Precise copying is required. Return the data below in full.

Dataset entries
++++++++++++++++++++

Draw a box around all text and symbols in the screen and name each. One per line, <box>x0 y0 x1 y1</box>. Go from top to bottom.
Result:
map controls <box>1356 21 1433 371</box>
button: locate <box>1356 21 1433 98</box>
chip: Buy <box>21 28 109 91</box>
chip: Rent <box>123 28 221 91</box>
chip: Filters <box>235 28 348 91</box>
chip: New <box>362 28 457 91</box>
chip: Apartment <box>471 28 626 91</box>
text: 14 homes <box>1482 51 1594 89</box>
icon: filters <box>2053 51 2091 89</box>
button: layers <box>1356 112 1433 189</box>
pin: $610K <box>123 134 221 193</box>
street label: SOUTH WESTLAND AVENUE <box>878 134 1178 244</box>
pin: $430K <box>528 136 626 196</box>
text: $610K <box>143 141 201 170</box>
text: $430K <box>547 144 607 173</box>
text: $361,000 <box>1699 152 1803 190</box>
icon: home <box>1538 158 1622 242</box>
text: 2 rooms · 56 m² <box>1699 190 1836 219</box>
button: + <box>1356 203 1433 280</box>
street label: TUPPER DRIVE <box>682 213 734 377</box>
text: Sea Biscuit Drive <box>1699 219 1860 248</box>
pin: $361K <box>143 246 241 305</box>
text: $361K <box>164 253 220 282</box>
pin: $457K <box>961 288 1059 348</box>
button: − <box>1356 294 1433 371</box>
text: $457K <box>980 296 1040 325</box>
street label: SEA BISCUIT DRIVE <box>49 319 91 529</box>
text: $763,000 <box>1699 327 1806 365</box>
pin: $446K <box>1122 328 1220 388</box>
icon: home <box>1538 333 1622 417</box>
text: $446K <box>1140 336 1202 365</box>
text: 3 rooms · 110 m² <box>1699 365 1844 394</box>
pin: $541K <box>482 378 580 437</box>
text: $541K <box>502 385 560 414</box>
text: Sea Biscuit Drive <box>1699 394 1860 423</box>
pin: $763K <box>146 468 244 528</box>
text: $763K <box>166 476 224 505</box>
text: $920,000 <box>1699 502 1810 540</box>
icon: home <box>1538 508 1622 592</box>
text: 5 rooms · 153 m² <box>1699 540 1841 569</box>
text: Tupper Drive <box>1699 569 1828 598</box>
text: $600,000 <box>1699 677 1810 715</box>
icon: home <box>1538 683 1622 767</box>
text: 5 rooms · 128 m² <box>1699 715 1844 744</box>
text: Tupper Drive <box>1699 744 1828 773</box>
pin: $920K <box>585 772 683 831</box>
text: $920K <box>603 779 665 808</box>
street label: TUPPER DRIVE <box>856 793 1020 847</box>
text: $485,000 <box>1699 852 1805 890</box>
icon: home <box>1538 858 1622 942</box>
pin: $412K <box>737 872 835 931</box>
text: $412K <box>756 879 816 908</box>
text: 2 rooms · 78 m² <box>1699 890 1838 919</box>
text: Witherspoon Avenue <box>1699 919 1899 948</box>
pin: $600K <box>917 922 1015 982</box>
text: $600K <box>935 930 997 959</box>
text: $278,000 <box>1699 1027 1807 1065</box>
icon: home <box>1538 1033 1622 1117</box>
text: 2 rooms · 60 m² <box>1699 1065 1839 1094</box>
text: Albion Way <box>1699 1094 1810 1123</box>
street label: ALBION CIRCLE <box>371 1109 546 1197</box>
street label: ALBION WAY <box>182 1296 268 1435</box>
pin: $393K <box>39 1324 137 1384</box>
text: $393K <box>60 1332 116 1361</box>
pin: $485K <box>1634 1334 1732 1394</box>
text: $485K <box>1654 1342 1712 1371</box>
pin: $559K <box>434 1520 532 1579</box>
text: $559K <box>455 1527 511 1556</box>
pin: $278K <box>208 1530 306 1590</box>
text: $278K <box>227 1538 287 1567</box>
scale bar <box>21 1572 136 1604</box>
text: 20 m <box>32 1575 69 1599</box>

++++++++++++++++++++

OUTPUT BELOW:
Draw a box around all text and symbols in the screen and name each. One per line, <box>x0 y0 x1 y1</box>. Go from top to bottom.
Result:
map controls <box>1356 21 1433 371</box>
button: locate <box>1356 21 1433 98</box>
chip: Buy <box>21 28 109 91</box>
chip: Rent <box>123 28 221 91</box>
chip: Filters <box>235 28 348 91</box>
chip: New <box>362 28 457 91</box>
chip: Apartment <box>471 28 626 91</box>
text: 14 homes <box>1482 51 1594 89</box>
icon: filters <box>2053 51 2091 89</box>
button: layers <box>1356 112 1433 189</box>
pin: $610K <box>123 134 221 193</box>
street label: SOUTH WESTLAND AVENUE <box>878 134 1178 244</box>
pin: $430K <box>528 136 626 196</box>
text: $610K <box>143 141 201 170</box>
text: $430K <box>547 144 607 173</box>
text: $361,000 <box>1699 152 1803 190</box>
icon: home <box>1538 158 1622 242</box>
text: 2 rooms · 56 m² <box>1699 190 1836 219</box>
button: + <box>1356 203 1433 280</box>
street label: TUPPER DRIVE <box>682 213 734 377</box>
text: Sea Biscuit Drive <box>1699 219 1860 248</box>
pin: $361K <box>143 246 241 305</box>
text: $361K <box>164 253 220 282</box>
pin: $457K <box>961 288 1059 348</box>
button: − <box>1356 294 1433 371</box>
text: $457K <box>980 296 1040 325</box>
street label: SEA BISCUIT DRIVE <box>49 319 91 529</box>
text: $763,000 <box>1699 327 1806 365</box>
pin: $446K <box>1122 328 1220 388</box>
icon: home <box>1538 333 1622 417</box>
text: $446K <box>1140 336 1202 365</box>
text: 3 rooms · 110 m² <box>1699 365 1844 394</box>
pin: $541K <box>482 378 580 437</box>
text: $541K <box>502 385 560 414</box>
text: Sea Biscuit Drive <box>1699 394 1860 423</box>
pin: $763K <box>146 468 244 528</box>
text: $763K <box>166 476 224 505</box>
text: $920,000 <box>1699 502 1810 540</box>
icon: home <box>1538 508 1622 592</box>
text: 5 rooms · 153 m² <box>1699 540 1841 569</box>
text: Tupper Drive <box>1699 569 1828 598</box>
text: $600,000 <box>1699 677 1810 715</box>
icon: home <box>1538 683 1622 767</box>
text: 5 rooms · 128 m² <box>1699 715 1844 744</box>
text: Tupper Drive <box>1699 744 1828 773</box>
pin: $920K <box>585 772 683 831</box>
text: $920K <box>603 779 665 808</box>
street label: TUPPER DRIVE <box>856 793 1020 847</box>
text: $485,000 <box>1699 852 1805 890</box>
icon: home <box>1538 858 1622 942</box>
pin: $412K <box>737 872 835 931</box>
text: $412K <box>756 879 816 908</box>
text: 2 rooms · 78 m² <box>1699 890 1838 919</box>
text: Witherspoon Avenue <box>1699 919 1899 948</box>
pin: $600K <box>917 922 1015 982</box>
text: $600K <box>935 930 997 959</box>
text: $278,000 <box>1699 1027 1807 1065</box>
icon: home <box>1538 1033 1622 1117</box>
text: 2 rooms · 60 m² <box>1699 1065 1839 1094</box>
text: Albion Way <box>1699 1094 1810 1123</box>
street label: ALBION CIRCLE <box>371 1109 546 1197</box>
street label: ALBION WAY <box>182 1296 268 1435</box>
pin: $393K <box>39 1324 137 1384</box>
text: $393K <box>60 1332 116 1361</box>
pin: $485K <box>1634 1334 1732 1394</box>
text: $485K <box>1654 1342 1712 1371</box>
pin: $559K <box>434 1520 532 1579</box>
text: $559K <box>455 1527 511 1556</box>
pin: $278K <box>208 1530 306 1590</box>
text: $278K <box>227 1538 287 1567</box>
scale bar <box>21 1572 136 1604</box>
text: 20 m <box>32 1575 69 1599</box>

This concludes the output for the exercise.